** Prompt **
A word-for-word transcription of every record is needed.

** Provided records follows **

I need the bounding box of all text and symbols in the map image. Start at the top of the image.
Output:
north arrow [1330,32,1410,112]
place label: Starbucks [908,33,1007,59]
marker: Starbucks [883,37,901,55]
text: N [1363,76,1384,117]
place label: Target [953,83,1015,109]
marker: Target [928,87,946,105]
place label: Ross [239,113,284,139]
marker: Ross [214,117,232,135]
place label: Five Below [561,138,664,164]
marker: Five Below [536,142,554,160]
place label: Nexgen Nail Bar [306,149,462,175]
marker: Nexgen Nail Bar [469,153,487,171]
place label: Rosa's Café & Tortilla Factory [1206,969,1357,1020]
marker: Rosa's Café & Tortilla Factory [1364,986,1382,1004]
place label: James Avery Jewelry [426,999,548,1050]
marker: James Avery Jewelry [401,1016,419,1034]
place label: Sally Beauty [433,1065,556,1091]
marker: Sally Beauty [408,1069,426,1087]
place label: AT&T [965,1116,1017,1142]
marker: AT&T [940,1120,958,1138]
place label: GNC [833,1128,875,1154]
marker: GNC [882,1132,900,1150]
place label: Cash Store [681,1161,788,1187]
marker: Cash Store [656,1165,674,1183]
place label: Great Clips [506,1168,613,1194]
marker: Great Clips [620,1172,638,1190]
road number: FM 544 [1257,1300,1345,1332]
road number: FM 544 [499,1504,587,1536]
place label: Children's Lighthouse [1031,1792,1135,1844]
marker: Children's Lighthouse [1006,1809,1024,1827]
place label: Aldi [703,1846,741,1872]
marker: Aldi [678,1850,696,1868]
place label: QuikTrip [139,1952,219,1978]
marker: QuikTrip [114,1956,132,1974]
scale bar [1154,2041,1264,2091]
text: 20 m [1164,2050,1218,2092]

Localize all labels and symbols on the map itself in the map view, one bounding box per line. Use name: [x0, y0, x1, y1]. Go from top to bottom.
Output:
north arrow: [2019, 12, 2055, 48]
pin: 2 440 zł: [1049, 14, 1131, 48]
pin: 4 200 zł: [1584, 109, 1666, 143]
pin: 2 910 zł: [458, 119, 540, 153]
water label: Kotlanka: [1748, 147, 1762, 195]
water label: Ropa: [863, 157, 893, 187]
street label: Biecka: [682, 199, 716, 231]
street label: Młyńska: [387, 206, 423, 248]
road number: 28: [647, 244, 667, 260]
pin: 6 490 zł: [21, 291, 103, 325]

** End of Provided records **

** Output below **
I need the bounding box of all text and symbols in the map image. Start at the top of the image.
Output:
north arrow [1330,32,1410,112]
place label: Starbucks [908,33,1007,59]
marker: Starbucks [883,37,901,55]
text: N [1363,76,1384,117]
place label: Target [953,83,1015,109]
marker: Target [928,87,946,105]
place label: Ross [239,113,284,139]
marker: Ross [214,117,232,135]
place label: Five Below [561,138,664,164]
marker: Five Below [536,142,554,160]
place label: Nexgen Nail Bar [306,149,462,175]
marker: Nexgen Nail Bar [469,153,487,171]
place label: Rosa's Café & Tortilla Factory [1206,969,1357,1020]
marker: Rosa's Café & Tortilla Factory [1364,986,1382,1004]
place label: James Avery Jewelry [426,999,548,1050]
marker: James Avery Jewelry [401,1016,419,1034]
place label: Sally Beauty [433,1065,556,1091]
marker: Sally Beauty [408,1069,426,1087]
place label: AT&T [965,1116,1017,1142]
marker: AT&T [940,1120,958,1138]
place label: GNC [833,1128,875,1154]
marker: GNC [882,1132,900,1150]
place label: Cash Store [681,1161,788,1187]
marker: Cash Store [656,1165,674,1183]
place label: Great Clips [506,1168,613,1194]
marker: Great Clips [620,1172,638,1190]
road number: FM 544 [1257,1300,1345,1332]
road number: FM 544 [499,1504,587,1536]
place label: Children's Lighthouse [1031,1792,1135,1844]
marker: Children's Lighthouse [1006,1809,1024,1827]
place label: Aldi [703,1846,741,1872]
marker: Aldi [678,1850,696,1868]
place label: QuikTrip [139,1952,219,1978]
marker: QuikTrip [114,1956,132,1974]
scale bar [1154,2041,1264,2091]
text: 20 m [1164,2050,1218,2092]

Localize all labels and symbols on the map itself in the map view, one bounding box per line. Use name: [x0, y0, x1, y1]. Go from top to bottom.
Output:
north arrow: [2019, 12, 2055, 48]
pin: 2 440 zł: [1049, 14, 1131, 48]
pin: 4 200 zł: [1584, 109, 1666, 143]
pin: 2 910 zł: [458, 119, 540, 153]
water label: Kotlanka: [1748, 147, 1762, 195]
water label: Ropa: [863, 157, 893, 187]
street label: Biecka: [682, 199, 716, 231]
street label: Młyńska: [387, 206, 423, 248]
road number: 28: [647, 244, 667, 260]
pin: 6 490 zł: [21, 291, 103, 325]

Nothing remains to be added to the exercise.